Historically, radio stations do very little to market their programming. They tend to rely on relatively cheap promotional gimmicks and, even more so, free publicity. The debt companies like Clear Channel (OTCQB:CCMO) manage to run up serves as a testament to just how expensive it is to (poorly) run terrestrial radio stations, even on bare-bones budgets. While the days of "turkey drops" are, sadly, long-gone, radio, including Sirius XM satellite radio, continues to bank on free publicity to get the word out.
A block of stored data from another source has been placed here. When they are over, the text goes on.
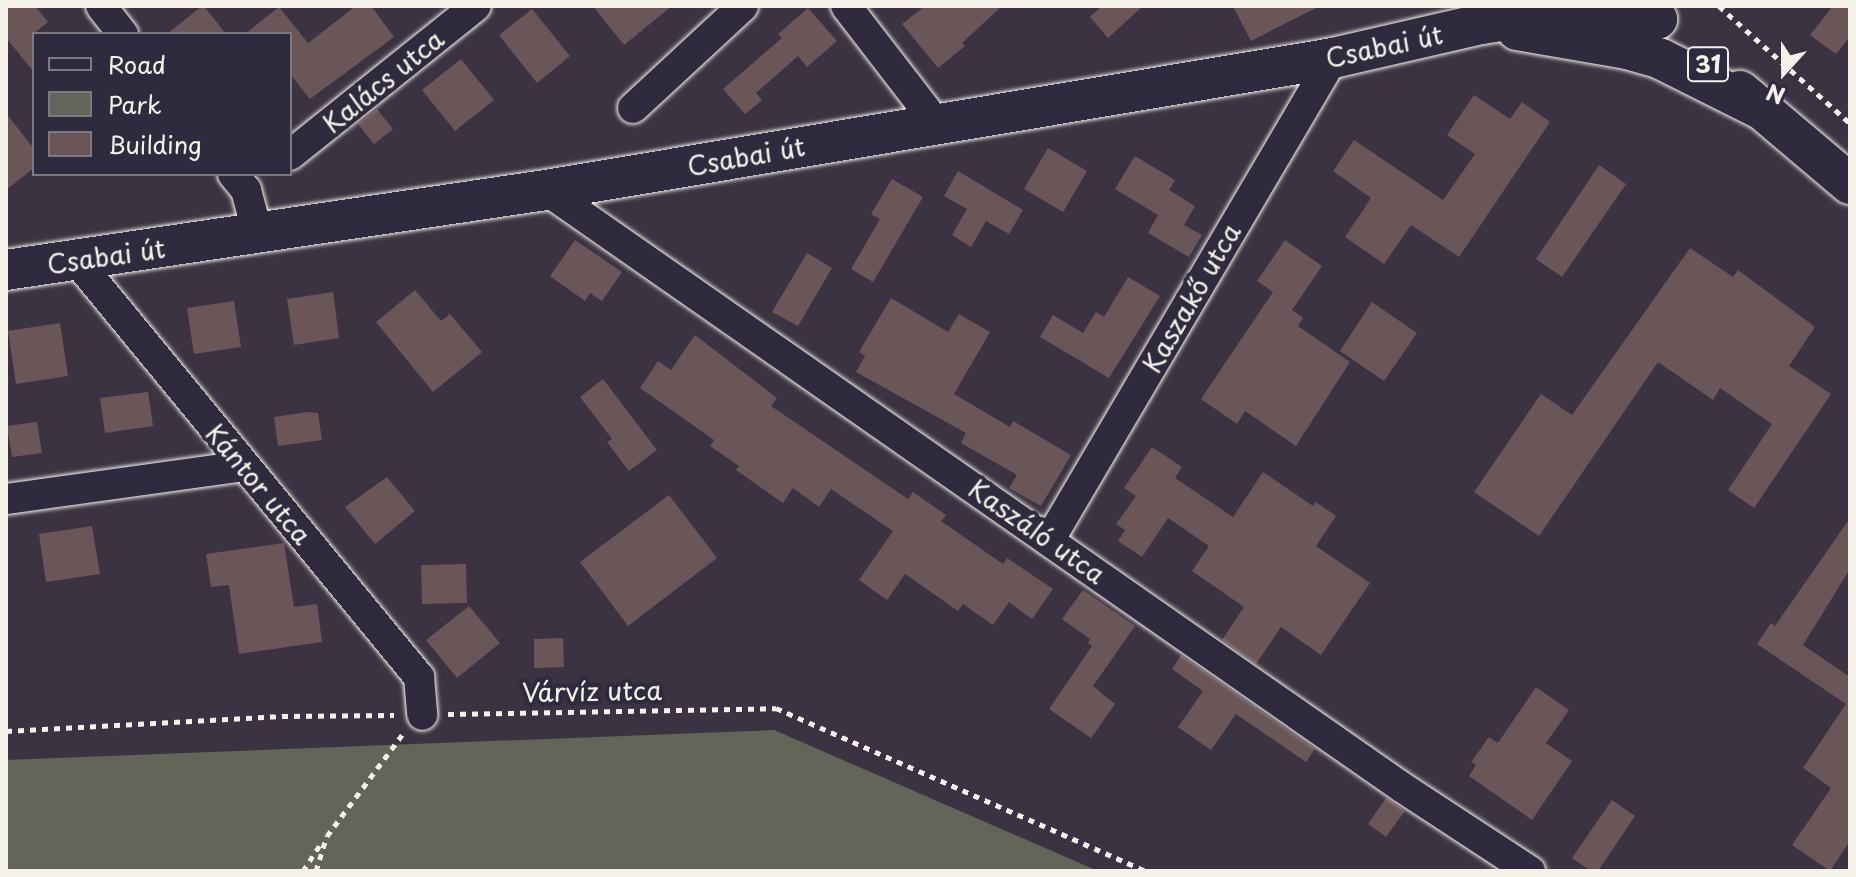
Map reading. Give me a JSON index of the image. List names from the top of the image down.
{
  "streets": {
    "main road": ["Csabai út", "31"],
    "street": [
      "Kalács utca",
      "Kaszakő utca",
      "Kántor utca",
      "Kaszáló utca"
    ],
    "path": ["Várvíz utca"]
  },
  "crossings": [
    ["Csabai út", "31"],
    ["Csabai út", "Kaszakő utca"],
    ["Csabai út", "Kántor utca"],
    ["Csabai út", "Kaszáló utca"],
    ["Kaszakő utca", "Kaszáló utca"],
    ["Kántor utca", "Várvíz utca"]
  ],
  "legend": ["Road", "Park", "Building"],
  "north": "bottom"
}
NBC Acts Out The Vision Sirius XM Lacks
While the rumor was that NBC would pay Stern between $15 and $20 million, Stern, himself, half-jokingly implied that the actual price tag goes higher. In any event, it's a boatload of money and NBC will move production of the show from Los Angeles to New York City to suit Stern's schedule and lifestyle.
Interestingly, America's Got Talent dominates several key sub-demos within the all-important 18-49 year old demographic. I argue that Sirius XM fails to maximize its investment in Stern by rendering him virtually obscure to the very 18-49 year old audience he dominated on rock radio. The company places Stern in the vacuum of a service that, naturally, skews old just like AM news/talk radio. No matter how many NHL All-Star Game promotions you buy time on or how hard you (don't even) try, you're simply not going to bring large numbers of 18-34 year olds to satellite radio through osmosis or word-of-mouth. AM Radio was never able to do it. And, with the added barrier of a subscription fee, Sirius XM certainly will never be able to do it.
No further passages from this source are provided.